Several limitations exist in this study. First, since our facility is a referred center for CKRT, not all the detailed clinical information was available. We referred the patients’ information to their primary hospitals, however we were not able to obtain the reply from all. For this reason, we excluded those with no more than six months’ follow-up. Second, the histopathological subtypes (WHO grade) of meningioma was not available in some surgically treated patients. Consequently information on the WHO grade were missing in the 28 (37%) patients. Finally, since we have many censored data on PFS curves, and we have to interpret the data carefully.

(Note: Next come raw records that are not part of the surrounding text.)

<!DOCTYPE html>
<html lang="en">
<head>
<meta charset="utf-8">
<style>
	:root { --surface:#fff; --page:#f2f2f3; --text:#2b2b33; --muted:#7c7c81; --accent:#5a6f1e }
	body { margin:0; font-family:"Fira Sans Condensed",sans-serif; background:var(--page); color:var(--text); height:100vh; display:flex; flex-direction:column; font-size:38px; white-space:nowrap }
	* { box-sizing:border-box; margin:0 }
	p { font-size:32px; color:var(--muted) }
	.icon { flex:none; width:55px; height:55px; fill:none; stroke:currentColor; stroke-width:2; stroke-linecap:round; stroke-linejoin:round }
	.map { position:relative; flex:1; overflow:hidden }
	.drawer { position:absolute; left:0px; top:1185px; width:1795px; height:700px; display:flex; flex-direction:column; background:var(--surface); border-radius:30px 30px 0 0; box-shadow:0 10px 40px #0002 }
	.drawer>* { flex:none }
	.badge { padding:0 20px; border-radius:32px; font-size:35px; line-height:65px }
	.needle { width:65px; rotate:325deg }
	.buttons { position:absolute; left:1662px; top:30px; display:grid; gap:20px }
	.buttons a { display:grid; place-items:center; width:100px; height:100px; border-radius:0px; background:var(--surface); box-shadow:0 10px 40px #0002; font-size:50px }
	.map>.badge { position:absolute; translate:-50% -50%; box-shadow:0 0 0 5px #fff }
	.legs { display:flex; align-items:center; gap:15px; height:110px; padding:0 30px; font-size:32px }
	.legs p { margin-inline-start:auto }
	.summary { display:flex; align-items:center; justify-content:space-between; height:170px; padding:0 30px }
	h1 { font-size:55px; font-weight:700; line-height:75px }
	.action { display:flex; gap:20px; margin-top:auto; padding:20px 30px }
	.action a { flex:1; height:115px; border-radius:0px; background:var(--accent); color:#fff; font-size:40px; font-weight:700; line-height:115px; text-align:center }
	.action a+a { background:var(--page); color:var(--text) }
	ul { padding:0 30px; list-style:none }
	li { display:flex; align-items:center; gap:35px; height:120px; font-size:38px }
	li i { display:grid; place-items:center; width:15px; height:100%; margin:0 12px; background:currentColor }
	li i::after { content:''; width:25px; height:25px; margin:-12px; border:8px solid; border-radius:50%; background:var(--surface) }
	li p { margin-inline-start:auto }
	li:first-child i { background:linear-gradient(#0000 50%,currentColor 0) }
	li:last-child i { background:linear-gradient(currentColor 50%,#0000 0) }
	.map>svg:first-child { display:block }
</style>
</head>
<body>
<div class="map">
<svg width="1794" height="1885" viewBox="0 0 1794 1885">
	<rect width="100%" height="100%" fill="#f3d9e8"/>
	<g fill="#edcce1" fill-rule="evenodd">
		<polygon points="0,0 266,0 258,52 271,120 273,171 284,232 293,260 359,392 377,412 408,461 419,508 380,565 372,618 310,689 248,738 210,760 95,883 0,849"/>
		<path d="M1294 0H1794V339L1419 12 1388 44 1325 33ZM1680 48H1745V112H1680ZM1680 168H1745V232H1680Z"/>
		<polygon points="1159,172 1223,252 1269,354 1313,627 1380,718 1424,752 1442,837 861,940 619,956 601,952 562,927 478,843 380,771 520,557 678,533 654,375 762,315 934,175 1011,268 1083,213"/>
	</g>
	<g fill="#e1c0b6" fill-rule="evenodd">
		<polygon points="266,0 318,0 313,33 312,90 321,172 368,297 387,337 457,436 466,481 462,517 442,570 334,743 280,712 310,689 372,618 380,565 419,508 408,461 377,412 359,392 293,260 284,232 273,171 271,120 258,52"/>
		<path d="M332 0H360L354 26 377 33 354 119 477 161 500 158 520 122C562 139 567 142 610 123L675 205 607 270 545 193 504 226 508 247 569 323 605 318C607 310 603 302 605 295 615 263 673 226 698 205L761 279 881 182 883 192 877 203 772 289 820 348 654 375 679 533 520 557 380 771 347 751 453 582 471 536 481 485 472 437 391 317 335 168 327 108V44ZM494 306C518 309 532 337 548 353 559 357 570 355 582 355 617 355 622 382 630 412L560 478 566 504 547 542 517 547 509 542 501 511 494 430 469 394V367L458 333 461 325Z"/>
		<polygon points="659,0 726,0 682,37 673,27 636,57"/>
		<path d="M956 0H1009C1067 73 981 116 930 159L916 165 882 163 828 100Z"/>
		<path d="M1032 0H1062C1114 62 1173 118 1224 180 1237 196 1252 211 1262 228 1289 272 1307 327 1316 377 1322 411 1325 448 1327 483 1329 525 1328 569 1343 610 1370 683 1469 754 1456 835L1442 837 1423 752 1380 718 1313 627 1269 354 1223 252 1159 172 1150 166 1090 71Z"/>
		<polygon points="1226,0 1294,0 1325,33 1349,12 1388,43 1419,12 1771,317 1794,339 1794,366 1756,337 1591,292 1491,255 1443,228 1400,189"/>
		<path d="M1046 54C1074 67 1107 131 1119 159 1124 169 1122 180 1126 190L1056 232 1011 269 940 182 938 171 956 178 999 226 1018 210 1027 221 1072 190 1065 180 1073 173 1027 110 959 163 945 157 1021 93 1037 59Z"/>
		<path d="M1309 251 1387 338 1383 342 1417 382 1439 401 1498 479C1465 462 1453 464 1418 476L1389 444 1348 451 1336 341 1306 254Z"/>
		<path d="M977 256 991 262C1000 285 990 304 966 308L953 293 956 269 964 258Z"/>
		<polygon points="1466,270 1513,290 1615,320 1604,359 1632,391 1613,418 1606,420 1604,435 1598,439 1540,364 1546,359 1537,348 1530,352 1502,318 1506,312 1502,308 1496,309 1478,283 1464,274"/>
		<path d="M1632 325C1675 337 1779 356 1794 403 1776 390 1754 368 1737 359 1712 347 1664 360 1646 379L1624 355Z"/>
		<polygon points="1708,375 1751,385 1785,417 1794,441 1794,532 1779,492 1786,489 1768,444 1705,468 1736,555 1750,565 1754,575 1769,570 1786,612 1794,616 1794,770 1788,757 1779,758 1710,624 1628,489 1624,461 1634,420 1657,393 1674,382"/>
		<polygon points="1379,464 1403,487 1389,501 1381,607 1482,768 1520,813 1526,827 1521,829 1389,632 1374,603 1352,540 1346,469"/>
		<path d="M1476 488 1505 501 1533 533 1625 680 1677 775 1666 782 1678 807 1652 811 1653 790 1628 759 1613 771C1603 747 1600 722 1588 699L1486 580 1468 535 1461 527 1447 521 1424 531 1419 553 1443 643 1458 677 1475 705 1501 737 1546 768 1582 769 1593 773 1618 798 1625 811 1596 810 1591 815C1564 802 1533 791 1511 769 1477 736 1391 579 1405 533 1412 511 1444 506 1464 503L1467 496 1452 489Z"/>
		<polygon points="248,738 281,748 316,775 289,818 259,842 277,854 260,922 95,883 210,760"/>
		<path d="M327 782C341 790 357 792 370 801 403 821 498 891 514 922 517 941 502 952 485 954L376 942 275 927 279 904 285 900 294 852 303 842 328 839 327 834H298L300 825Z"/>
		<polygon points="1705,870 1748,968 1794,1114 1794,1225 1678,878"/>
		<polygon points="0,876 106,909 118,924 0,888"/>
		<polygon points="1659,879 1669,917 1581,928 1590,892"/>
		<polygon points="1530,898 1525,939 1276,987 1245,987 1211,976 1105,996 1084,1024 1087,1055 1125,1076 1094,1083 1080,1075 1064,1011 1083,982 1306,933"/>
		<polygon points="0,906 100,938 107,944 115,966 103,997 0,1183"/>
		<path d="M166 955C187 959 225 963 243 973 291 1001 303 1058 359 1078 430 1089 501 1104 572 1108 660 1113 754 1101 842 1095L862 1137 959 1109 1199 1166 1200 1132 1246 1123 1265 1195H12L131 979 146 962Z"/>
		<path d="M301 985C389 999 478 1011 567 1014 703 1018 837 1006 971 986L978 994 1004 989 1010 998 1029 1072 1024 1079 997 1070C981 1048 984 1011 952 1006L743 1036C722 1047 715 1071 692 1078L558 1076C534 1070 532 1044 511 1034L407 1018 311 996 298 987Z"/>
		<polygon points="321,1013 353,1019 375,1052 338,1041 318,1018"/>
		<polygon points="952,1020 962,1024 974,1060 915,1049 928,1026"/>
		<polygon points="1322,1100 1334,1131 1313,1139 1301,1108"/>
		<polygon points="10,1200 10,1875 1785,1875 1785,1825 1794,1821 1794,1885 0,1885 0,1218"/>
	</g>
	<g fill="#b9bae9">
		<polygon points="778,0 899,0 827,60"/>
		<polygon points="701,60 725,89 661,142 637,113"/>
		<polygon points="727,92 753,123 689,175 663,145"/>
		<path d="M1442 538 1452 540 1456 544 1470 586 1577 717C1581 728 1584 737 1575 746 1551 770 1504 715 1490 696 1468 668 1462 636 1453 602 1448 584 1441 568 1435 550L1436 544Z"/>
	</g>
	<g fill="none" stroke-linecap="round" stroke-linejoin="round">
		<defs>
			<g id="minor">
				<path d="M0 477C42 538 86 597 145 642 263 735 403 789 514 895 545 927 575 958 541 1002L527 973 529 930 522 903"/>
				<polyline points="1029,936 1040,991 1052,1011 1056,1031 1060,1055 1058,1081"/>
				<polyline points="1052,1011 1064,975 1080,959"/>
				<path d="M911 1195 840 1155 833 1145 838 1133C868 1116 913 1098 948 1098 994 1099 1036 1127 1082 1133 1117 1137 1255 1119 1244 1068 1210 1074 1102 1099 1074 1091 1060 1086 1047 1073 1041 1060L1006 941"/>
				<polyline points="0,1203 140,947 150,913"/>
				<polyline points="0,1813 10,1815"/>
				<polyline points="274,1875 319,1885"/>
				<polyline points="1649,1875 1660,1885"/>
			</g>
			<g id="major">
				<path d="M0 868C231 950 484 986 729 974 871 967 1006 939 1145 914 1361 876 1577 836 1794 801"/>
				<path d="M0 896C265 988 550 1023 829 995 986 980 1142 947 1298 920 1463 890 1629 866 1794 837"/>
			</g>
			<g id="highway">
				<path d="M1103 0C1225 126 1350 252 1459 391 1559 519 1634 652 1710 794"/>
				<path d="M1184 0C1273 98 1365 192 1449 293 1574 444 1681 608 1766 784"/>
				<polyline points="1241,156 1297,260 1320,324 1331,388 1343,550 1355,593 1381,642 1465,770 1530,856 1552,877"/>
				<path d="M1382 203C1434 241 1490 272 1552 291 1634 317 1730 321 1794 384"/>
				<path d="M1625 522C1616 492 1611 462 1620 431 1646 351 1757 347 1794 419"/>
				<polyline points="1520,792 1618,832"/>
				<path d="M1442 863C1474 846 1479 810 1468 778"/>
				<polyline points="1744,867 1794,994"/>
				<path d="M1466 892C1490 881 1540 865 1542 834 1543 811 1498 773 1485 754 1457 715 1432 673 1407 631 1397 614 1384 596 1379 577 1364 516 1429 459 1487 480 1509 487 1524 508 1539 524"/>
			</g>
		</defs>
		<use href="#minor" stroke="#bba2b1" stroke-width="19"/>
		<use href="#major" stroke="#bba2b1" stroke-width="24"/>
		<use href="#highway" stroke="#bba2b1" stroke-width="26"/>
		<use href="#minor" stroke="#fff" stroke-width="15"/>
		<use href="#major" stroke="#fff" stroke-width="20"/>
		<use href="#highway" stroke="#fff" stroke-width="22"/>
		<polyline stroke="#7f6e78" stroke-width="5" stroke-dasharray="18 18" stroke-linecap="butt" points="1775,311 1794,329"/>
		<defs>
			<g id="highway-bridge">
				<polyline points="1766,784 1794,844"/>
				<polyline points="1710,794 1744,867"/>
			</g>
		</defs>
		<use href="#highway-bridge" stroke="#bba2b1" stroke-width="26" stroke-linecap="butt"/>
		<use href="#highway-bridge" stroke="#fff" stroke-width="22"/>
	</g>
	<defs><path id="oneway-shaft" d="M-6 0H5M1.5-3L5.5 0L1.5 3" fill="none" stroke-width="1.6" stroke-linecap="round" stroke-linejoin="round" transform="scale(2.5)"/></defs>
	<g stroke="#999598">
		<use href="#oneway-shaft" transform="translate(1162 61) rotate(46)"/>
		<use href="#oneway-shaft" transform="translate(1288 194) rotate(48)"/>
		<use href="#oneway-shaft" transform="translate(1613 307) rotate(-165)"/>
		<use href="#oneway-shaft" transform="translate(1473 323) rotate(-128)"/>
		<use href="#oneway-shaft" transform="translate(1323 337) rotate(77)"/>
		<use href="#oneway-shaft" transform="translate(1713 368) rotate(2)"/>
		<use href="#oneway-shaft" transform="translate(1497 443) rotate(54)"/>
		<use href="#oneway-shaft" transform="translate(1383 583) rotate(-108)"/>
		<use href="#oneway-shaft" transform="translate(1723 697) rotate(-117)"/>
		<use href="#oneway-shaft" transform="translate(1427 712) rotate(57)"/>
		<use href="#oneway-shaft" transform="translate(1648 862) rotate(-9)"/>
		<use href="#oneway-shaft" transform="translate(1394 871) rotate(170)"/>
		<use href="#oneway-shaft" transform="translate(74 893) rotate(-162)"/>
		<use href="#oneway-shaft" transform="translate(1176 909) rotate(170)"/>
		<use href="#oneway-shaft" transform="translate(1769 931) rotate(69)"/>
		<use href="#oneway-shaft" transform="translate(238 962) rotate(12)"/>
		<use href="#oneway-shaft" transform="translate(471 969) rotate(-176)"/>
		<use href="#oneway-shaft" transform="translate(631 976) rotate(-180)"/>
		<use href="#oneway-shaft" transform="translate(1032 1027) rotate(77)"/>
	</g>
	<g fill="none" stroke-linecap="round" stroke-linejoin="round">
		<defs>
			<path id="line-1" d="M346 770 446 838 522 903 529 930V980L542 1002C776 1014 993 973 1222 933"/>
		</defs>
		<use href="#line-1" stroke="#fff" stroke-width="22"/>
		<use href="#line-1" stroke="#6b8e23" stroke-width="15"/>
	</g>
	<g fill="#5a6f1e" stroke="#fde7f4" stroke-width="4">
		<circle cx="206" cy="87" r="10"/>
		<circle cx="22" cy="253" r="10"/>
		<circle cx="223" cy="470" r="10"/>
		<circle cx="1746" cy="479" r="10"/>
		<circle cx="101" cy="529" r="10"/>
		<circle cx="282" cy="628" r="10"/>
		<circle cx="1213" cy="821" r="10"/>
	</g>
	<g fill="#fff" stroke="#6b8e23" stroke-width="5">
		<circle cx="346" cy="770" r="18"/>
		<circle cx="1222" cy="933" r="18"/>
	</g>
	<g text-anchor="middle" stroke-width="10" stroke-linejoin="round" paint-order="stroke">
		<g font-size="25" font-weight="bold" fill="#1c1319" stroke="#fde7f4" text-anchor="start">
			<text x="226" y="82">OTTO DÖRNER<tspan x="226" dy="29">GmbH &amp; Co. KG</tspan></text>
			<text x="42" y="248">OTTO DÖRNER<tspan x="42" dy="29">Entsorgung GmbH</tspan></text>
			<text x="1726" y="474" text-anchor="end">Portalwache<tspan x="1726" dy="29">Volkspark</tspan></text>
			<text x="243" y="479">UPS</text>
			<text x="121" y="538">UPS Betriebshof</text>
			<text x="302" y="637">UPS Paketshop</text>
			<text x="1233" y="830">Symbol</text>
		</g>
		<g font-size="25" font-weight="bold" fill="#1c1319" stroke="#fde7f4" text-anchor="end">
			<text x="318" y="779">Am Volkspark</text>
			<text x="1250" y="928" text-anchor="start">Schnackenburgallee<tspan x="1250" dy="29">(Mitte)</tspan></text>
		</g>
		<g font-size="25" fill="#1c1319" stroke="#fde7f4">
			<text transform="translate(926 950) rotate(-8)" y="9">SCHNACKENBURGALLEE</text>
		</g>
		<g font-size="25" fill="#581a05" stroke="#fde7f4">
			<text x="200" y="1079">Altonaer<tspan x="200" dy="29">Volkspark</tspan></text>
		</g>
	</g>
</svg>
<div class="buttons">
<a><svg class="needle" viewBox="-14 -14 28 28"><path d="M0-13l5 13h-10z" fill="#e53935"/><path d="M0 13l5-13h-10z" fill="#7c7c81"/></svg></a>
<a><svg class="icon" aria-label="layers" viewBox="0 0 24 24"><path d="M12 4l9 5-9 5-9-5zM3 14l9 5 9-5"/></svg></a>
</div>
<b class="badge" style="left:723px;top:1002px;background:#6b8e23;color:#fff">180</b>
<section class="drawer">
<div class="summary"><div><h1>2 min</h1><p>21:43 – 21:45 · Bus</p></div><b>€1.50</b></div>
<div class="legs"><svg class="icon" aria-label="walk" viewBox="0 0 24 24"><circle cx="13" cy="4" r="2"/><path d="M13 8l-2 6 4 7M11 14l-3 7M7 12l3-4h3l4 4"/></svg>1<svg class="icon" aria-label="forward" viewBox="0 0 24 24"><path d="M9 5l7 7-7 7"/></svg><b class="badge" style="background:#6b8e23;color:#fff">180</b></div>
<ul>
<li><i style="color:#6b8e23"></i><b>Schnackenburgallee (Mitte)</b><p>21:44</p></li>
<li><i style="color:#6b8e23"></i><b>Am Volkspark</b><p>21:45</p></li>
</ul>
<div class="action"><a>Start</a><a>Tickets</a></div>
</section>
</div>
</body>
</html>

CKRT is an effective and safe treatment option for CSMs management. PFS is better in grade I patients than grade II CSMs.
Funding: Not applicable.
Conflicts of interest/Competing interests: Not applicable.
Availability of data and material: Data transparency was confirmed.
Code availability: Not applicable
Ethical approval: This study was done under our institutional review board approval and did not require patient consent.
Consent to participate: Our institutional review board did not require informed consent for study participation because this study relied on information obtained as part of routine clinical practice.
Consent for publication: Not applicable.
Authors’ contributions: All authors read and approved the final manuscript. SH made a study design, collected patient data, drafted and revised the manuscript. KK made a contribution to revising the original draft. KS, and SI were the supervisors.